In the previous article on extending lazy, we extended the lazy views with first_n, which returned a sequence of the first n elements of a sequence.

But this isn’t great if what you passed in was a random-access indexed collection. Where possible, it’s nice to retain random access on the output of your lazy function. The lazy map does this, for example. If you pass an array into lazy then call map, the collection you get back is a LazyRandomAccessView, and you can index randomly into it just like you could into an array.

To do this for first_n, we need a struct that implements Collection, takes a Collection as an initializer plus a count n, and layers a view over the top of that collection that only exposes the first n elements.

Or, in the more general case, a view that takes a collection and a sub-range within that collection. Here it is:

struct SubrangeCollectionView<Base: Collection>: Collection {
    private let _base: Base
    private let _range: Range<Base.IndexType>
    init(_ base: Base, subrange: Range<Base.IndexType>) {
        _base = base
        _range = subrange
    }

    var startIndex: Base.IndexType {
      return _range.startIndex
    }
    var endIndex: Base.IndexType {
      return _range.endIndex
    }

    subscript(idx: Base.IndexType)
        -> Base.GeneratorType.Element {
        return _base[idx]
    }

    typealias GeneratorType
        = IndexingGenerator<SubrangeCollectionView>
    func generate() -> GeneratorType {
        return IndexingGenerator(self)
    }
}

This sub-range collection view is so useful that I was sure it was somewhere in the Swift standard library. That’s partly why I wrote this article on collection and sequence helpers – as a side-effect of going line by line looking for it. I’m still expecting someone to reply to this article saying “no you fool, you just use X”. If you are that person, call me a fool here.
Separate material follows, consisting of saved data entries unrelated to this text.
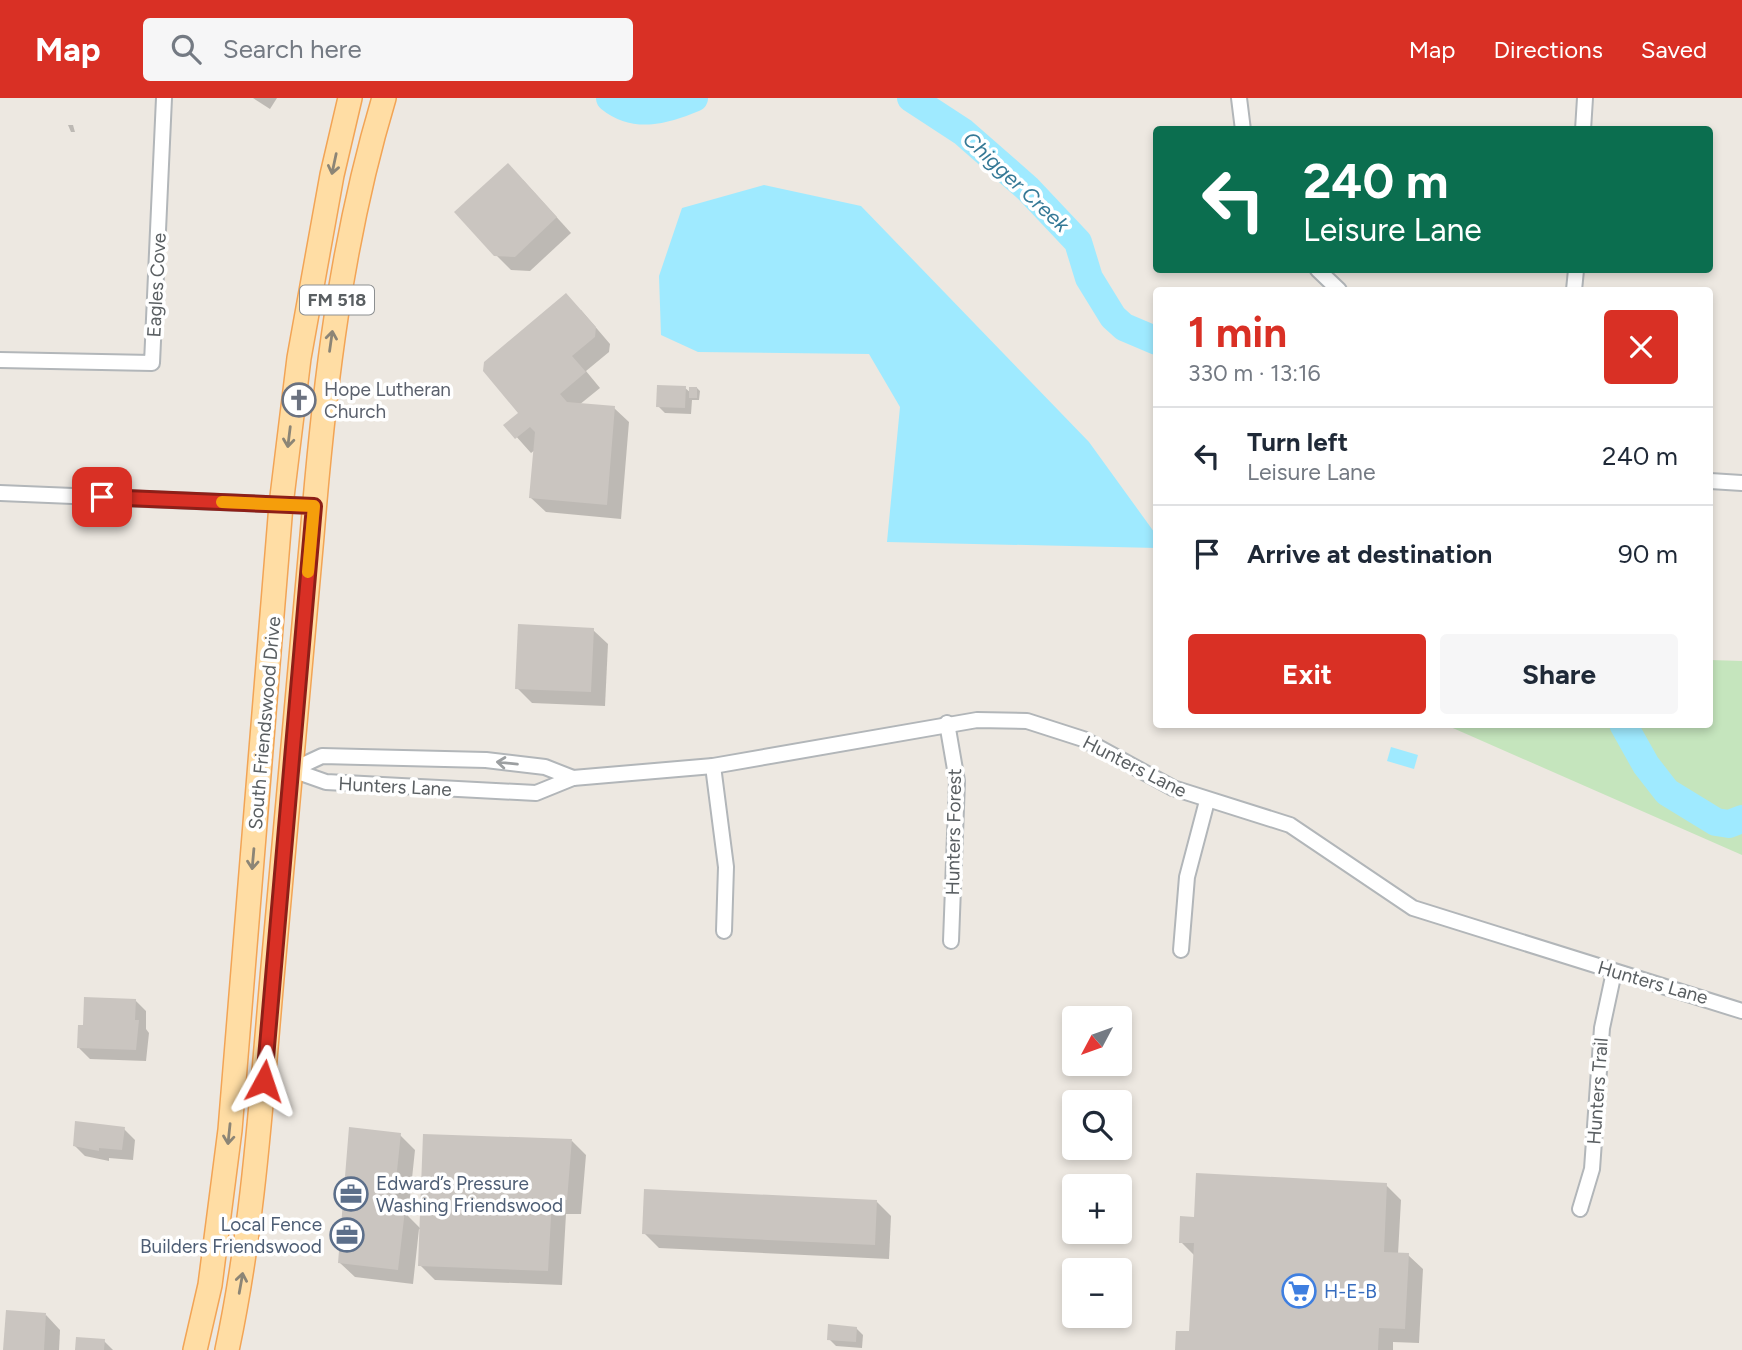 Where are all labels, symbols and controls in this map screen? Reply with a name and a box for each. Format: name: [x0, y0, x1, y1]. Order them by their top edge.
search box: [143, 18, 633, 81]
text: Map: [35, 30, 101, 69]
icon: search: [167, 30, 205, 68]
text: Search here: [223, 33, 362, 65]
text: Map: [1409, 35, 1455, 64]
text: Directions: [1493, 35, 1603, 64]
text: Saved: [1641, 35, 1707, 64]
water label: Chigger Creek: [958, 126, 1075, 238]
text: 240 m: [1303, 151, 1449, 210]
one-way arrow: [327, 152, 340, 175]
icon: left: [1188, 154, 1279, 245]
text: Leisure Lane: [1303, 211, 1482, 249]
street label: Eagles Cove: [142, 232, 171, 338]
road number: FM 518: [300, 286, 374, 314]
text: 1 min: [1188, 307, 1287, 358]
button: close: [1604, 310, 1678, 384]
one-way arrow: [325, 330, 338, 353]
text: 330 m · 13:16: [1188, 359, 1321, 387]
place label: Hope Lutheran Church: [324, 378, 451, 423]
church icon: Hope Lutheran Church: [280, 381, 318, 419]
one-way arrow: [282, 425, 295, 448]
text: Turn left: [1247, 426, 1348, 458]
icon: left: [1188, 437, 1226, 475]
text: 240 m: [1602, 440, 1678, 472]
text: Leisure Lane: [1247, 458, 1376, 486]
pin: [72, 467, 132, 527]
icon: arrive: [83, 478, 121, 516]
icon: arrive: [1188, 535, 1226, 573]
text: Arrive at destination: [1247, 538, 1492, 570]
text: 90 m: [1618, 538, 1678, 570]
street label: South Friendswood Drive: [244, 615, 285, 831]
button: Exit: [1188, 634, 1426, 714]
button: Share: [1440, 634, 1678, 714]
street label: Hunters Lane: [1079, 730, 1191, 802]
one-way arrow: [496, 756, 519, 769]
street label: Hunters Forest: [941, 768, 966, 896]
street label: Hunters Lane: [338, 772, 452, 801]
one-way arrow: [246, 847, 259, 870]
street label: Hunters Lane: [1595, 956, 1711, 1009]
north arrow: [1062, 1006, 1132, 1076]
map controls: [1062, 1006, 1132, 1328]
street label: Hunters Trail: [1582, 1037, 1613, 1145]
position arrow: [227, 1044, 301, 1118]
button: search: [1062, 1090, 1132, 1160]
one-way arrow: [223, 1122, 236, 1145]
place label: Edward’s Pressure Washing Friendswood: [376, 1172, 563, 1217]
button: +: [1062, 1174, 1132, 1244]
office icon: Edward’s Pressure Washing Friendswood: [332, 1175, 370, 1213]
place label: Local Fence Builders Friendswood: [140, 1213, 322, 1258]
office icon: Local Fence Builders Friendswood: [328, 1216, 366, 1254]
button: −: [1062, 1258, 1132, 1328]
one-way arrow: [235, 1272, 248, 1295]
supermarket icon: H-E-B: [1280, 1272, 1318, 1310]
place label: H-E-B: [1324, 1280, 1377, 1303]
The Sliceable protocol seems designed to provide this function. It requires a collection to typealias a SliceType and implement a subscript(Range)->SliceType method. But you need the collection to implement sliceable, which seems overly restrictive, whereas the view above works for any collection.

SubrangeCollectionView enables you to pass in a sub-range of any collection to any algorithm that takes a collection or sequence. For example:

let r = 1...10
let halfway = r.startIndex.advancedBy(5)
let top_half = SubrangeCollectionView(r,
                subrange: halfway..<r.endIndex)
reduce(top_half,0,+)  // returns 6+7+8+9+10

A nice feature is that if you pass a subrange collection into an algorithm that returns an index, such as find, the index returned can also be used on the base collection. So in the example above, if you ran if let idx = find(top_half,8), you could then use idx on not just top_half[idx], but also r[idx].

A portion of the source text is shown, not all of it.